AIM OF THE TASK: Retype, exactly as they appear below, the lines between the line holding "padding:0 24px; list-style:none;" and the line holding "stroke:#a08078; stroke-width:3; stroke-dasharray:2", both ends included.

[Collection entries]
----------------------------------------

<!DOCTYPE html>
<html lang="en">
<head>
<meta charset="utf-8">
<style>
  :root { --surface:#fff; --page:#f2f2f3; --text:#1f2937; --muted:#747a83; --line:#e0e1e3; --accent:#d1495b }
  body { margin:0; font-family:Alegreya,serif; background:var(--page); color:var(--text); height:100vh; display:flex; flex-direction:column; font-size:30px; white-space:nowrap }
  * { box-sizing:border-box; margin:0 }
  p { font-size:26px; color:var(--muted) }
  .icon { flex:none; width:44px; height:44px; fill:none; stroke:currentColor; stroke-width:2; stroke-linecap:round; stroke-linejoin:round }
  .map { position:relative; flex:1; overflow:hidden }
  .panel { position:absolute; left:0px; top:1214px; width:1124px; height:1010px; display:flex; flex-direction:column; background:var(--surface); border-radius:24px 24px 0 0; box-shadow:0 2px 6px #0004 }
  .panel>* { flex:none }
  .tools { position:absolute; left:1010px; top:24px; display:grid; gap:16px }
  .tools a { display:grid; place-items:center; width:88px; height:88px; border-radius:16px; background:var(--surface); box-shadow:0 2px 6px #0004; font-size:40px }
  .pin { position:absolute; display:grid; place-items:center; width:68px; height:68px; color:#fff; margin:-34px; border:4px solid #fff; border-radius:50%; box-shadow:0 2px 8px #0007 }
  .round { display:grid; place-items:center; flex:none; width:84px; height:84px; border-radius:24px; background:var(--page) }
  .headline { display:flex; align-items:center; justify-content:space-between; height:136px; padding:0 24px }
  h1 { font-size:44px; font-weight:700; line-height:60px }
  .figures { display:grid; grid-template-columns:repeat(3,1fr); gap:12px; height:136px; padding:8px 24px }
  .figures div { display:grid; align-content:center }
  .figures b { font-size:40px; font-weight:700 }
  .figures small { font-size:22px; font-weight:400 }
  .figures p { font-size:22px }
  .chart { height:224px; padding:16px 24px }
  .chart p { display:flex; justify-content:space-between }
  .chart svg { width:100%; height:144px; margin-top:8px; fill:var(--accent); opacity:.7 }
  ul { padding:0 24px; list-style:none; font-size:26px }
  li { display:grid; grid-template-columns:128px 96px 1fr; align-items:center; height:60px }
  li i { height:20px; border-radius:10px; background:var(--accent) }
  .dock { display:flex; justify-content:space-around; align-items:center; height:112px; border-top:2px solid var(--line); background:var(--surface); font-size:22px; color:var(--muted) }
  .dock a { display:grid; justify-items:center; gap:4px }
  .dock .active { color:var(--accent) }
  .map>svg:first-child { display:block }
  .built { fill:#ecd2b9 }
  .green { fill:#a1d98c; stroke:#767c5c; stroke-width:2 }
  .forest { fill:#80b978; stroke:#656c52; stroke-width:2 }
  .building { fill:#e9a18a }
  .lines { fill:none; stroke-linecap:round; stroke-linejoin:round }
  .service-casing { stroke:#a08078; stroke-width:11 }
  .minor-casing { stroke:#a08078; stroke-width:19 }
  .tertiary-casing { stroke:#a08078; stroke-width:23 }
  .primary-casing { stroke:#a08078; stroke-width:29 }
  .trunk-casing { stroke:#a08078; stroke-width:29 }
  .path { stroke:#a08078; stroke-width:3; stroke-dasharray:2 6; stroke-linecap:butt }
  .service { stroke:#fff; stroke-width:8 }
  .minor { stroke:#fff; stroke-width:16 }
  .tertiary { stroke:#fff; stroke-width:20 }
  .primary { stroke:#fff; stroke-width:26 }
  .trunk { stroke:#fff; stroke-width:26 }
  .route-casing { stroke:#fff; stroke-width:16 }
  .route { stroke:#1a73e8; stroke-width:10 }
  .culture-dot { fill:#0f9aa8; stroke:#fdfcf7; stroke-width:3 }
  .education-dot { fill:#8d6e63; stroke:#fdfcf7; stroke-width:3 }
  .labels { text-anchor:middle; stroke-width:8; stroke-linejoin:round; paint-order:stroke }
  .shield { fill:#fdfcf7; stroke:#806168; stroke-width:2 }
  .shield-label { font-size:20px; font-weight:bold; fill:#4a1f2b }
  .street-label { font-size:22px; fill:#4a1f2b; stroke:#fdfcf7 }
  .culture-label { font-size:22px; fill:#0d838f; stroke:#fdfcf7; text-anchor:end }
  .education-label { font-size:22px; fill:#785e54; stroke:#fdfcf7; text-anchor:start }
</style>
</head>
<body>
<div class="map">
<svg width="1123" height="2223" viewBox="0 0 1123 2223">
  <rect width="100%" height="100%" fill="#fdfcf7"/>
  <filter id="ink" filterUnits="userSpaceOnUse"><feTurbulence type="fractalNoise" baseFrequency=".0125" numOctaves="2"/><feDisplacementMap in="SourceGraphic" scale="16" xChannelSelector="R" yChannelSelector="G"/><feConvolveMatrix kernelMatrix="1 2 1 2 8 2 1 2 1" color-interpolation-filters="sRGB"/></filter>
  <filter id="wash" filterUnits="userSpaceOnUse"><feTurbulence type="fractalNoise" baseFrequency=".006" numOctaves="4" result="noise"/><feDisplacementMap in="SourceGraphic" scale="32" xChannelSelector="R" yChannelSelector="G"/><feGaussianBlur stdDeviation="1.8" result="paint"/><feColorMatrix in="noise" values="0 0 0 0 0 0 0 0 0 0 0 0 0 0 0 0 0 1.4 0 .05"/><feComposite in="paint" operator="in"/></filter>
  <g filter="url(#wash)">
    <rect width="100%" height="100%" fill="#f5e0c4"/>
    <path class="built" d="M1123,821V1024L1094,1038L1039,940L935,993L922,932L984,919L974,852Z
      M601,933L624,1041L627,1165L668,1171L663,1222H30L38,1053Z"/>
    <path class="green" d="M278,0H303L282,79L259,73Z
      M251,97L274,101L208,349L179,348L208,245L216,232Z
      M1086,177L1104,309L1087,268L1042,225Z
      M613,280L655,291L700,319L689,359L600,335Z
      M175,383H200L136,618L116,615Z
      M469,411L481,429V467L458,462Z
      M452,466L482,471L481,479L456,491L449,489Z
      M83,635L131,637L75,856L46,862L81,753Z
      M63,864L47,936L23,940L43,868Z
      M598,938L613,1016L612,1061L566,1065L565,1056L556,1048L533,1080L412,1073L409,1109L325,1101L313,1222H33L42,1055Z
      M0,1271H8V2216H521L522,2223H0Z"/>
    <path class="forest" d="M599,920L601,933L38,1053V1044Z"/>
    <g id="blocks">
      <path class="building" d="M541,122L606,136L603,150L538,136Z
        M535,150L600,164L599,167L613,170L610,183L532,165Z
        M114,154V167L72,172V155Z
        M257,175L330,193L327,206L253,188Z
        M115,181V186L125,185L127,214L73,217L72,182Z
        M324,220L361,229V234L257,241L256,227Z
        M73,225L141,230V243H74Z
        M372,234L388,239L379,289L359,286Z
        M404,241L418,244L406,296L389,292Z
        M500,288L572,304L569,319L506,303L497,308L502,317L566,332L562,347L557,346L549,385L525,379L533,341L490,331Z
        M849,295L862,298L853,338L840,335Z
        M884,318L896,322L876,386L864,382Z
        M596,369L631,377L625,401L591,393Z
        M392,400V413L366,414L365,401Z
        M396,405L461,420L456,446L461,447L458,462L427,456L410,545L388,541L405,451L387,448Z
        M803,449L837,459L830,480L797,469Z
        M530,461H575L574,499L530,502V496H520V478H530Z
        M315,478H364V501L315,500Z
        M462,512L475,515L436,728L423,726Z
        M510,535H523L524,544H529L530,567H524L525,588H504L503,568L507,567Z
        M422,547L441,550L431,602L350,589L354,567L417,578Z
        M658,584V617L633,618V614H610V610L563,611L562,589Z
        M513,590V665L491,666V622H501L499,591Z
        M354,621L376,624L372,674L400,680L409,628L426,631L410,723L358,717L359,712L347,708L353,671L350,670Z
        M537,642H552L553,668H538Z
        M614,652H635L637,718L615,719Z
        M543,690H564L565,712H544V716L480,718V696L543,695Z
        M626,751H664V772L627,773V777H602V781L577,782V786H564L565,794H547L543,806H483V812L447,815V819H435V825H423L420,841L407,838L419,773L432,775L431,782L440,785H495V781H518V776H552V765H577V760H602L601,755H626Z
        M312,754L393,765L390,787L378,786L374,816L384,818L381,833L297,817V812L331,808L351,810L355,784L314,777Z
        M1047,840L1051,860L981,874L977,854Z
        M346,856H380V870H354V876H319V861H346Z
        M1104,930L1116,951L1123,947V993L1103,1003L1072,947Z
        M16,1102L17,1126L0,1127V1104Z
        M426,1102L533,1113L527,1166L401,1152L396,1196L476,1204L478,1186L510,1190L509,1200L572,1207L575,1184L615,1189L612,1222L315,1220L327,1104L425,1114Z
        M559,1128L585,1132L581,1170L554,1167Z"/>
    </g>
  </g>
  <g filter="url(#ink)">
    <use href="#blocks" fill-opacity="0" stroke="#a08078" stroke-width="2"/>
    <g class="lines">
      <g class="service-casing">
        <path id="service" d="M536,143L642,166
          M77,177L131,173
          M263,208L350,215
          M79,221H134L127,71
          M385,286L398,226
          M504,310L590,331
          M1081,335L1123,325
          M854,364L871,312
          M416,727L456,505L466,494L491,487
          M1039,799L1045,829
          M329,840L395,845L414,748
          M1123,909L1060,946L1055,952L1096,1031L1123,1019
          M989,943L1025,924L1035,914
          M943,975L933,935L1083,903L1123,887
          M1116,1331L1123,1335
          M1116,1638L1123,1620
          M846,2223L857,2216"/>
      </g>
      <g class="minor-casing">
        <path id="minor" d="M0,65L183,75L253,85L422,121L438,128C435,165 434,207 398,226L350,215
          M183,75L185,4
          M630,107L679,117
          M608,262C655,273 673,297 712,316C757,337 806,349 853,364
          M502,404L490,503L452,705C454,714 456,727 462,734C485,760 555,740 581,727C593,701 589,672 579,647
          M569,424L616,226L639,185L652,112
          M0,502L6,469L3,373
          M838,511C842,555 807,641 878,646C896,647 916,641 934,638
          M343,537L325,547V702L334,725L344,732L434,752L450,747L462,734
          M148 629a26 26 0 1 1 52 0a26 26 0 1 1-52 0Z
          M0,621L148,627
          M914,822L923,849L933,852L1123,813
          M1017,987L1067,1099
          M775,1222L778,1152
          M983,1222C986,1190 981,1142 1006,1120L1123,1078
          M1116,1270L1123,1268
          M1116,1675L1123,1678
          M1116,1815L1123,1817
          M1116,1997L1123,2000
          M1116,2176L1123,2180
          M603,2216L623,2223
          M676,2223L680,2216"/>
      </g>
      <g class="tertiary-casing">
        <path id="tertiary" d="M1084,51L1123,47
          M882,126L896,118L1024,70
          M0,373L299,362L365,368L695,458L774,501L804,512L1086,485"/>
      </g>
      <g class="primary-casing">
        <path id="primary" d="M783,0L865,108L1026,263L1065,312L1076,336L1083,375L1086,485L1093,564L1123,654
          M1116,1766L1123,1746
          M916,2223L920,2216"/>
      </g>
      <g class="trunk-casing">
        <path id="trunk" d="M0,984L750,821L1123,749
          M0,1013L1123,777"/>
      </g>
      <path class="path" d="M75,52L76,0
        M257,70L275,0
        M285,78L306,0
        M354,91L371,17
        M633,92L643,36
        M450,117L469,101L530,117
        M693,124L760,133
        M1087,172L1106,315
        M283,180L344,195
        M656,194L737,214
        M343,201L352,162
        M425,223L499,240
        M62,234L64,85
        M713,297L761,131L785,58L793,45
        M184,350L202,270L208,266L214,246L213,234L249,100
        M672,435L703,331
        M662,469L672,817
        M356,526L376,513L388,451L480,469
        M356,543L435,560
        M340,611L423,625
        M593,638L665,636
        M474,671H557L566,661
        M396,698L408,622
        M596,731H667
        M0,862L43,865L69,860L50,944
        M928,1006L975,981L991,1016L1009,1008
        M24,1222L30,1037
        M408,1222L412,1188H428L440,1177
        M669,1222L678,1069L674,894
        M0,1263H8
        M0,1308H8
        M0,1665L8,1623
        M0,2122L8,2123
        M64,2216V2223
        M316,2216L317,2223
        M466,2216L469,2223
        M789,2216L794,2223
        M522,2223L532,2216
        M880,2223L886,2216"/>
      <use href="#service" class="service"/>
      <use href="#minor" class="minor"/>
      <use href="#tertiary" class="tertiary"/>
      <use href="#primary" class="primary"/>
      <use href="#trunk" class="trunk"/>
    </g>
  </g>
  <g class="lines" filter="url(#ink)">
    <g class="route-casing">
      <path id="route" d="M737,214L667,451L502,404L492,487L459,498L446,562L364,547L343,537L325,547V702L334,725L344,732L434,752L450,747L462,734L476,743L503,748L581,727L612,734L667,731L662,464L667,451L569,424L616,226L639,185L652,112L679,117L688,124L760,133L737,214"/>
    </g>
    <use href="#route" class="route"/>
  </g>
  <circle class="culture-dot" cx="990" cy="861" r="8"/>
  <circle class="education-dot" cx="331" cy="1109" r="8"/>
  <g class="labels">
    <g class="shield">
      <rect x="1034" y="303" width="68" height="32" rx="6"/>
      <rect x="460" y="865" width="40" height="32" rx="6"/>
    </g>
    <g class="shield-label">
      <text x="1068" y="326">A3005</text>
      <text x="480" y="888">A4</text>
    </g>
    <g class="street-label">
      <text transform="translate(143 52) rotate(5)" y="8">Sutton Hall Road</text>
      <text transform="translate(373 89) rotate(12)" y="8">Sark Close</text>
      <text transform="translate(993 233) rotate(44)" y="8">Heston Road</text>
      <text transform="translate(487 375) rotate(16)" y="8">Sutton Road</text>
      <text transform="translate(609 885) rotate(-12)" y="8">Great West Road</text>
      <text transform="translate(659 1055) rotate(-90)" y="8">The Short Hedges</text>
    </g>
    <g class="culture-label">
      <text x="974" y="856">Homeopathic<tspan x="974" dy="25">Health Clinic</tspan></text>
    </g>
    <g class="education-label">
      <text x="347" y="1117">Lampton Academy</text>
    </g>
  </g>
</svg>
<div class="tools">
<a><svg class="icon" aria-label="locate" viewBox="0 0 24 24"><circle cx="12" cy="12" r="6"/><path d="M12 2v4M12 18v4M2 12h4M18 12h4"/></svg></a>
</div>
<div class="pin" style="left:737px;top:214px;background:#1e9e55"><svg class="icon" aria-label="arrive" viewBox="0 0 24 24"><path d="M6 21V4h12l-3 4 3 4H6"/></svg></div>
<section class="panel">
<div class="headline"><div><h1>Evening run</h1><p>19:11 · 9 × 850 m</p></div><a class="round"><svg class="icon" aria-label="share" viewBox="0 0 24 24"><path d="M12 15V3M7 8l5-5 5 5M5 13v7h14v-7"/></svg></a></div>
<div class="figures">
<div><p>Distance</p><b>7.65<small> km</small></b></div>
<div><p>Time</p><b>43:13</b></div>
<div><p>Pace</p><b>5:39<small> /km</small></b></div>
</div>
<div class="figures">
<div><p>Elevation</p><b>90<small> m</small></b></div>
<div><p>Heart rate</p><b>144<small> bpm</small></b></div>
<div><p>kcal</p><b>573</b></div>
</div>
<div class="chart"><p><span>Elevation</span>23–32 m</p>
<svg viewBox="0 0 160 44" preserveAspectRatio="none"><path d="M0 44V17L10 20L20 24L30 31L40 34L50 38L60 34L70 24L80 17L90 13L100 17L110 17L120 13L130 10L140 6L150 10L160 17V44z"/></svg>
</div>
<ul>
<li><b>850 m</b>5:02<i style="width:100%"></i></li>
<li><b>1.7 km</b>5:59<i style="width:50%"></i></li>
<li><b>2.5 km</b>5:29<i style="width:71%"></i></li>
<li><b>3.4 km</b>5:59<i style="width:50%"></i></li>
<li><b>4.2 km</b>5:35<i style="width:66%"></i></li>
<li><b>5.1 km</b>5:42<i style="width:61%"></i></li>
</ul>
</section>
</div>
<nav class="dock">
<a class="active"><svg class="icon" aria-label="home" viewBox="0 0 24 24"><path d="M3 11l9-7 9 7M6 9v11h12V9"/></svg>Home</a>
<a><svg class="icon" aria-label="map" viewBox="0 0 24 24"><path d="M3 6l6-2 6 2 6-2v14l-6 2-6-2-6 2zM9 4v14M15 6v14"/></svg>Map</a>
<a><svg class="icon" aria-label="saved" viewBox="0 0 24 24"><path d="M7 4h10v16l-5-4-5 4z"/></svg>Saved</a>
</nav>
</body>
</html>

----------------------------------------

ANSWER SECTION:
  ul { padding:0 24px; list-style:none; font-size:26px }
  li { display:grid; grid-template-columns:128px 96px 1fr; align-items:center; height:60px }
  li i { height:20px; border-radius:10px; background:var(--accent) }
  .dock { display:flex; justify-content:space-around; align-items:center; height:112px; border-top:2px solid var(--line); background:var(--surface); font-size:22px; color:var(--muted) }
  .dock a { display:grid; justify-items:center; gap:4px }
  .dock .active { color:var(--accent) }
  .map>svg:first-child { display:block }
  .built { fill:#ecd2b9 }
  .green { fill:#a1d98c; stroke:#767c5c; stroke-width:2 }
  .forest { fill:#80b978; stroke:#656c52; stroke-width:2 }
  .building { fill:#e9a18a }
  .lines { fill:none; stroke-linecap:round; stroke-linejoin:round }
  .service-casing { stroke:#a08078; stroke-width:11 }
  .minor-casing { stroke:#a08078; stroke-width:19 }
  .tertiary-casing { stroke:#a08078; stroke-width:23 }
  .primary-casing { stroke:#a08078; stroke-width:29 }
  .trunk-casing { stroke:#a08078; stroke-width:29 }
  .path { stroke:#a08078; stroke-width:3; stroke-dasharray:2 6; stroke-linecap:butt }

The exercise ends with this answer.